3. A third force S is required to maintain equilibrium in the buttock, but does not play a role in the derivation.

4. The penetration of the wedge is small compared to the layer thickness h_i.

The action of the wedge tends to split the rock and does rotate it about point D. It is therefore assumed that the force S acts through point D. Along the fracture line, it is assumed that a state of plain strain is working and the equilibrium is considered per unit of width w of the wedge.

\[\ \mathrm{\mathrm{T}=\sigma_{\mathrm{T}} \cdot \mathrm{r} \cdot \int_{-\beta}^{\beta} \cos (\omega) \cdot \mathrm{d} \omega \cdot \mathrm{w}=2 \cdot \sigma_{T} \cdot \mathrm{r} \cdot \sin (\beta) \cdot \mathrm{w}}\tag{8-41}\]

Where r·dω is an element of the arc C-D making an angle ω with the symmetry axis of the arc. Let h_i be the depth of the cut and assume that the penetration of the edge may be neglected in comparison with h_i.

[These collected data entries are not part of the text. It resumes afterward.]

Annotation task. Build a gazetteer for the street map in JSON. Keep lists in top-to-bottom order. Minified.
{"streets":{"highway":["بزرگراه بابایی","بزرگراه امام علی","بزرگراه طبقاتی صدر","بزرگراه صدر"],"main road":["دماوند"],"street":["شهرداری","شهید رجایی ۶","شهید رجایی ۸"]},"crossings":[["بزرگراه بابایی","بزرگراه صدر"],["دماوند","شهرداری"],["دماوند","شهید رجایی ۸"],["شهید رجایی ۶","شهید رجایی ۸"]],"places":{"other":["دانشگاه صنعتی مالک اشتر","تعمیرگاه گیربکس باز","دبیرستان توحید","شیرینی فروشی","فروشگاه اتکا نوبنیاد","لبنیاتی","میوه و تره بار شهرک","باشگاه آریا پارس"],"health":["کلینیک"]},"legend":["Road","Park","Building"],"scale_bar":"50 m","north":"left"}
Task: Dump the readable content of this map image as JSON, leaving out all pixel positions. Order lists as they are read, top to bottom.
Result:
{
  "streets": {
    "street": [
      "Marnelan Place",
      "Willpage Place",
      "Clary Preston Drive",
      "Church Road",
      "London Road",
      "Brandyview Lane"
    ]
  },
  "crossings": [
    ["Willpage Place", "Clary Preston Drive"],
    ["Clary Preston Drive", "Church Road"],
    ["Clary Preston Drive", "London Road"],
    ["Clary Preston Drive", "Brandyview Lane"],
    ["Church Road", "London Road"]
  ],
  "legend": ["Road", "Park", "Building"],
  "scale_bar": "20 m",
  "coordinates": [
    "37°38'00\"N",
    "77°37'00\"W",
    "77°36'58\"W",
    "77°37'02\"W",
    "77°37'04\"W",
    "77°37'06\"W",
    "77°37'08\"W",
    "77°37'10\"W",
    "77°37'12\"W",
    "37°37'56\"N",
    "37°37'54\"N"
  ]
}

This means that the force R is acting near point C. Taking moments on the chip cut about point D gives:

\[\ \mathrm{R} \cdot \cos (\alpha+\beta+\delta) \cdot \frac{\mathrm{h}_{\mathrm{i}}}{\sin (\beta)}=\mathrm{T} \cdot \mathrm{r} \cdot \sin (\beta)=2 \cdot \sigma_{\mathrm{T}} \cdot \mathrm{r} \cdot \sin (\beta) \cdot \mathrm{w} \cdot \mathrm{r} \cdot \sin (\beta)\tag{8-42}\]

From the geometric relation it follows:

\[\ \mathrm{r} \cdot \sin (\beta)=\frac{\mathrm{h}_{\mathrm{i}}}{2 \cdot \sin (\beta)}\tag{8-43}\]

Hence:

\[\ \mathrm{R}=\frac{\sigma_{\mathrm{T}} \cdot \mathrm{h}_{\mathrm{i}} \cdot \mathrm{w}}{2 \cdot \sin (\beta) \cdot \cos (\alpha+\beta+\delta)}\tag{8-44}\]

The horizontal component of R is R·sin(α+δ) and due to the symmetry of the forces acting on the wedge the total cutting force is:

\[\ \mathrm{F}_{\mathrm{c}}=\mathrm{2} \cdot \mathrm{R} \cdot \sin (\alpha+\delta)=\sigma_{\mathrm{T}} \cdot \mathrm{h}_{\mathrm{i}} \cdot \mathrm{w} \cdot \frac{\sin (\alpha+\delta)}{\sin (\beta) \cdot \cos (\alpha+\beta+\delta)}\tag{8-45}\]

The normal force (\(\ \perp\) on cutting force) is per side:

\[\ \mathrm{F}_{\mathrm{n}}=\mathrm{R} \cdot \cos (\alpha+\delta)=\sigma_{\mathrm{T}} \cdot \mathrm{h}_{\mathrm{i}} \cdot \mathrm{w} \cdot \frac{\cos (\alpha+\delta)}{2 \cdot \sin (\beta) \cdot \cos (\alpha+\beta+\delta)}\tag{8-46}\]

The angle β can be determined by using the principle of minimum energy:

\[\ \frac{\mathrm{d} \mathrm{F}_{\mathrm{c}}}{\mathrm{d} \beta}=0\tag{8-47}\]

Giving:

\[\ \begin{array}{left}\cos (\beta) \cdot \cos (\alpha+\beta+\delta)-\sin (\beta) \cdot \sin (\alpha+\beta+\delta)=0\\
\Rightarrow \cos (2 \cdot \beta+\alpha+\delta)=0\end{array}\tag{8-48}\]

Resulting in:

\[\ \beta=\frac{1}{2} \cdot\left(\frac{\pi}{2}-\alpha-\delta\right)=\frac{\pi}{4}-\frac{\alpha+\delta}{2}\tag{8-49}\]

With:

\[\ \sin (\beta) \cdot \cos (\alpha+\beta+\delta)=\frac{1-\sin (\alpha+\delta)}{2}\tag{8-50}\]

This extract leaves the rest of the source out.